───── Supplied records

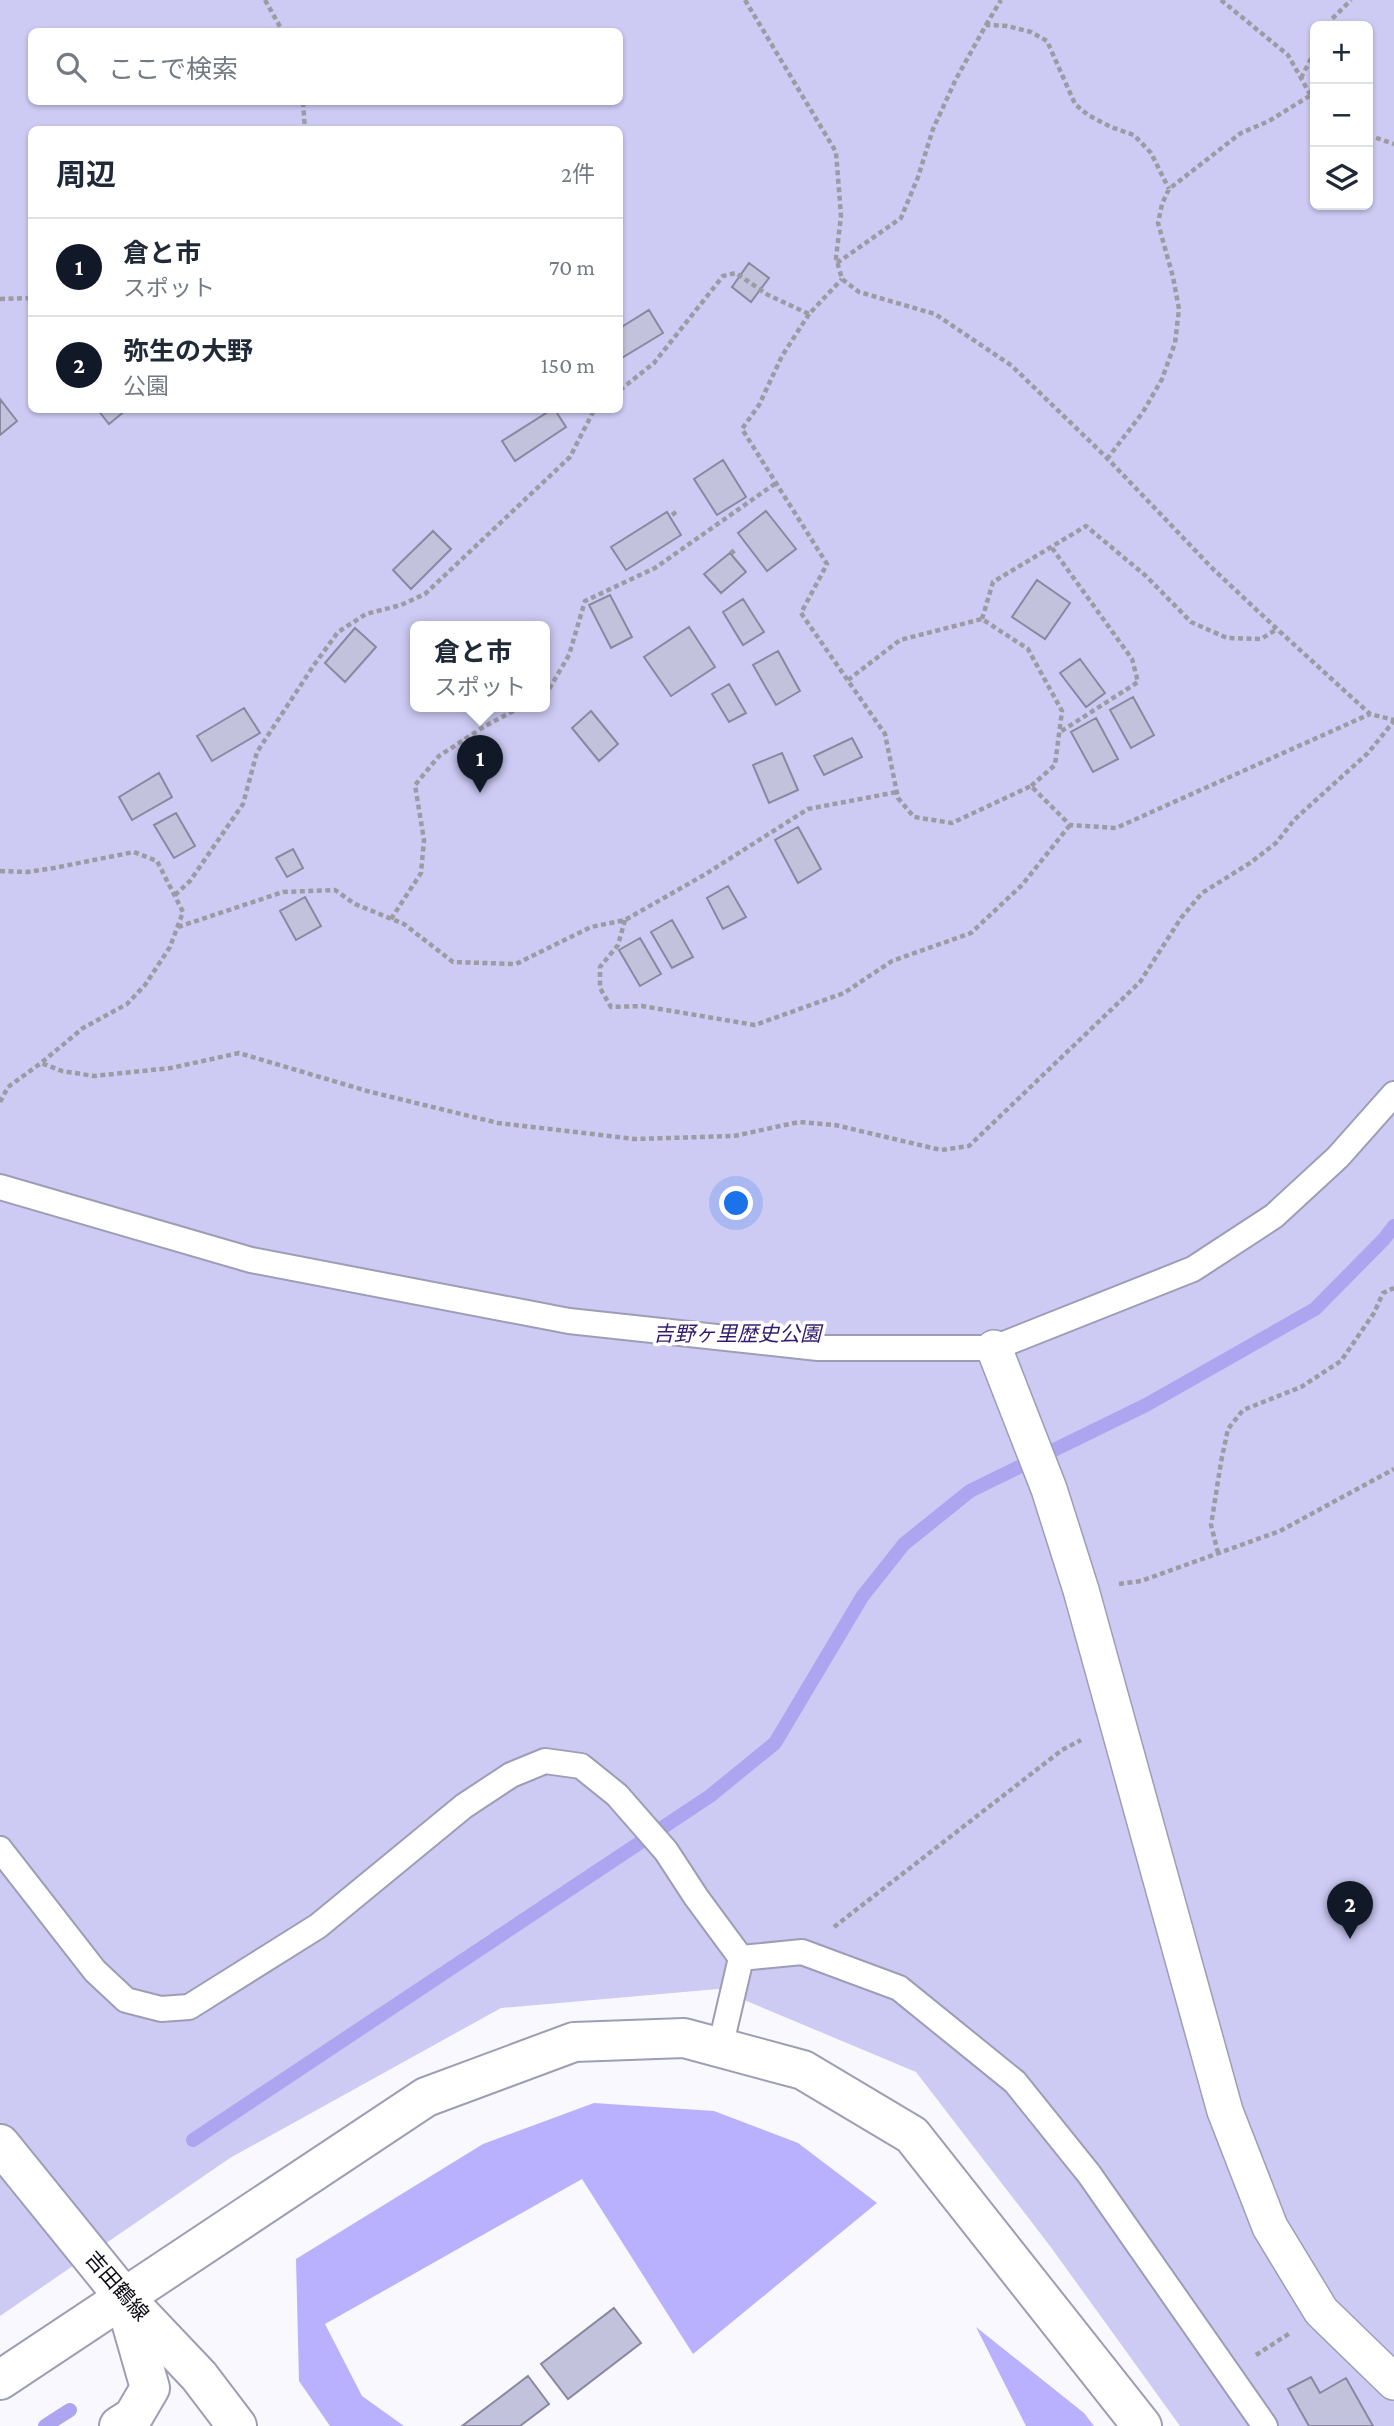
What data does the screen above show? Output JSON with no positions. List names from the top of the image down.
{
  "streets": {
    "street": ["吉田鶴線"]
  },
  "parks": ["吉野ヶ里歴史公園"],
  "page": {
    "map_buttons": ["+", "−"],
    "search": "ここで検索",
    "heading": ["周辺", "2件"],
    "list": [
      {
        "mark": "1",
        "name": "倉と市",
        "note": "スポット",
        "value": "70 m"
      },
      {
        "mark": "2",
        "name": "弥生の大野",
        "note": "公園",
        "value": "150 m"
      }
    ],
    "popup": ["倉と市", "スポット"],
    "pins": ["1", "2"]
  }
}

──────────

Please copy the lines above exactly as written, apart from any pictures.

What data does the screen above show? Output JSON with no positions. List names from the top of the image down.
{
  "streets": {
    "street": ["吉田鶴線"]
  },
  "parks": ["吉野ヶ里歴史公園"],
  "page": {
    "map_buttons": ["+", "−"],
    "search": "ここで検索",
    "heading": ["周辺", "2件"],
    "list": [
      {
        "mark": "1",
        "name": "倉と市",
        "note": "スポット",
        "value": "70 m"
      },
      {
        "mark": "2",
        "name": "弥生の大野",
        "note": "公園",
        "value": "150 m"
      }
    ],
    "popup": ["倉と市", "スポット"],
    "pins": ["1", "2"]
  }
}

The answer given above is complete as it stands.